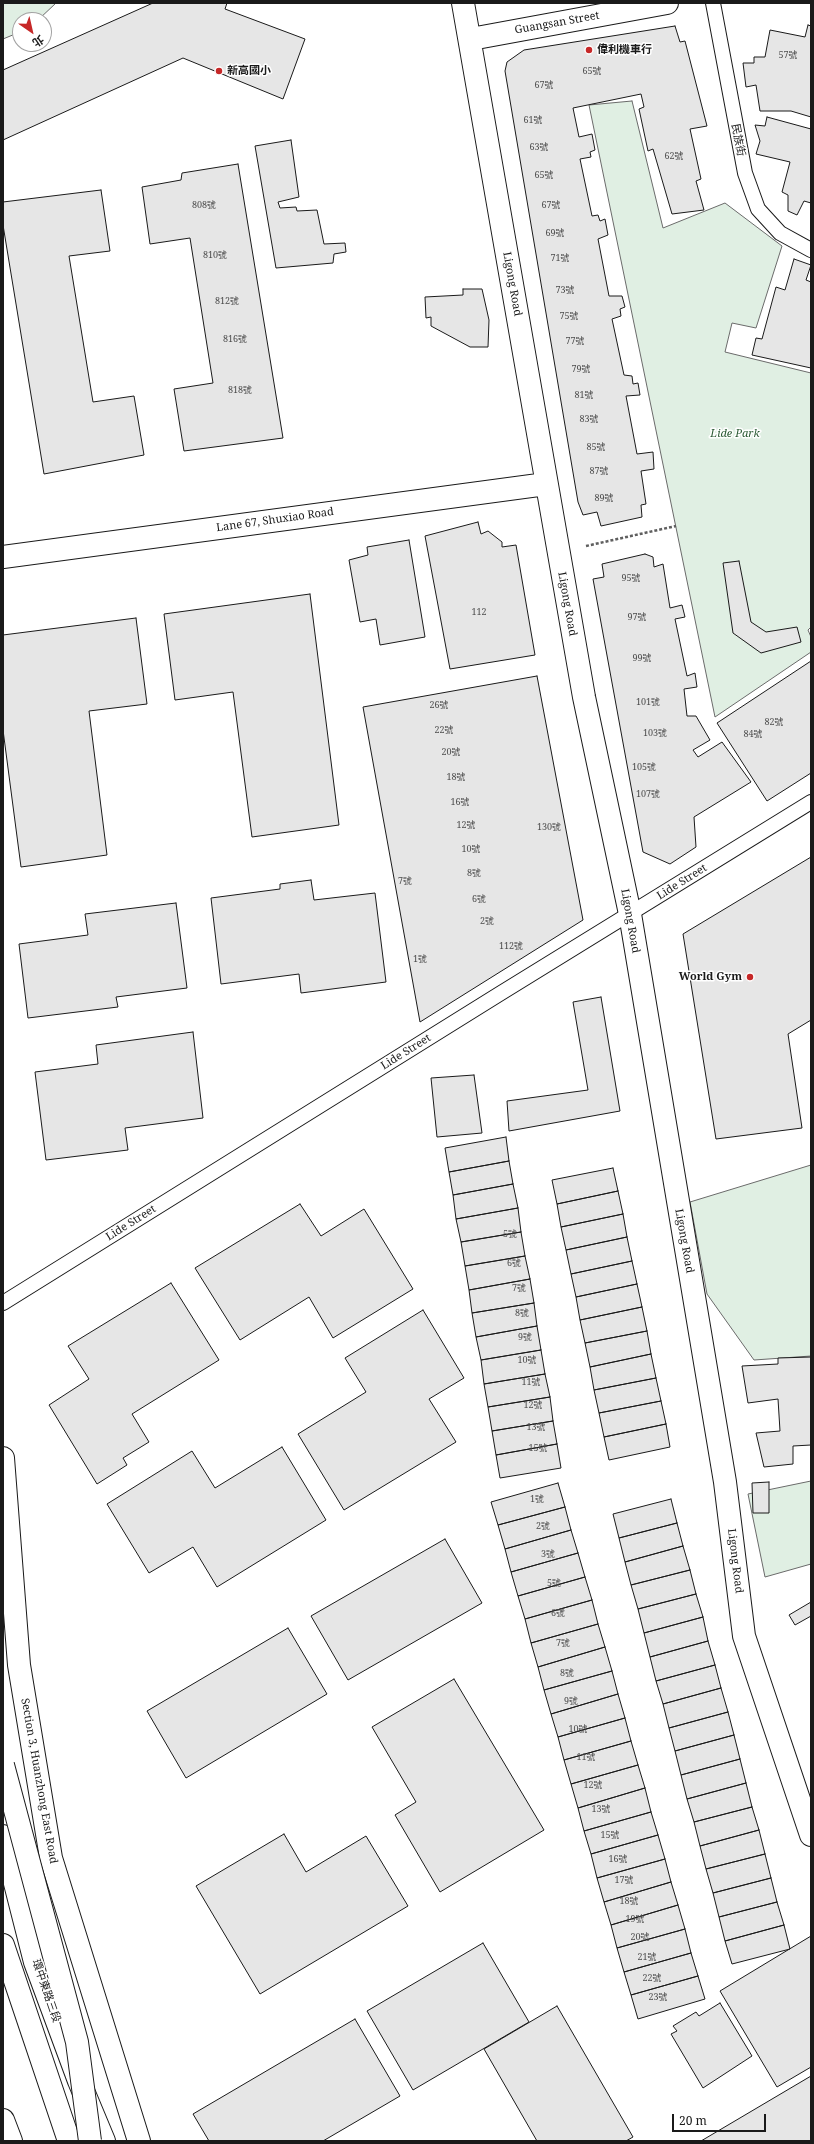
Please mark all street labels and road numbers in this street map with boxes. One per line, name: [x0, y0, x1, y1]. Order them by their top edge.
street label: Guangsan Street: [514, 9, 600, 37]
street label: 民族街: [728, 123, 748, 157]
street label: Ligong Road: [500, 251, 524, 317]
street label: Lane 67, Shuxiao Road: [215, 505, 335, 535]
street label: Ligong Road: [555, 571, 579, 637]
street label: Lide Street: [655, 861, 709, 903]
street label: Ligong Road: [618, 888, 642, 954]
street label: Lide Street: [379, 1031, 433, 1073]
street label: Lide Street: [104, 1202, 158, 1244]
street label: Ligong Road: [672, 1208, 696, 1274]
street label: Ligong Road: [724, 1528, 746, 1594]
street label: Section 3, Huanzhong East Road: [18, 1697, 60, 1865]
street label: 環中東路三段: [29, 1958, 63, 2024]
####################
▶ **Task directions**
Could the entries above be written out word for word, pictures excluded?

▶ **Reply**
Please mark all street labels and road numbers in this street map with boxes. One per line, name: [x0, y0, x1, y1]. Order them by their top edge.
street label: Guangsan Street: [514, 9, 600, 37]
street label: 民族街: [728, 123, 748, 157]
street label: Ligong Road: [500, 251, 524, 317]
street label: Lane 67, Shuxiao Road: [215, 505, 335, 535]
street label: Ligong Road: [555, 571, 579, 637]
street label: Lide Street: [655, 861, 709, 903]
street label: Ligong Road: [618, 888, 642, 954]
street label: Lide Street: [379, 1031, 433, 1073]
street label: Lide Street: [104, 1202, 158, 1244]
street label: Ligong Road: [672, 1208, 696, 1274]
street label: Ligong Road: [724, 1528, 746, 1594]
street label: Section 3, Huanzhong East Road: [18, 1697, 60, 1865]
street label: 環中東路三段: [29, 1958, 63, 2024]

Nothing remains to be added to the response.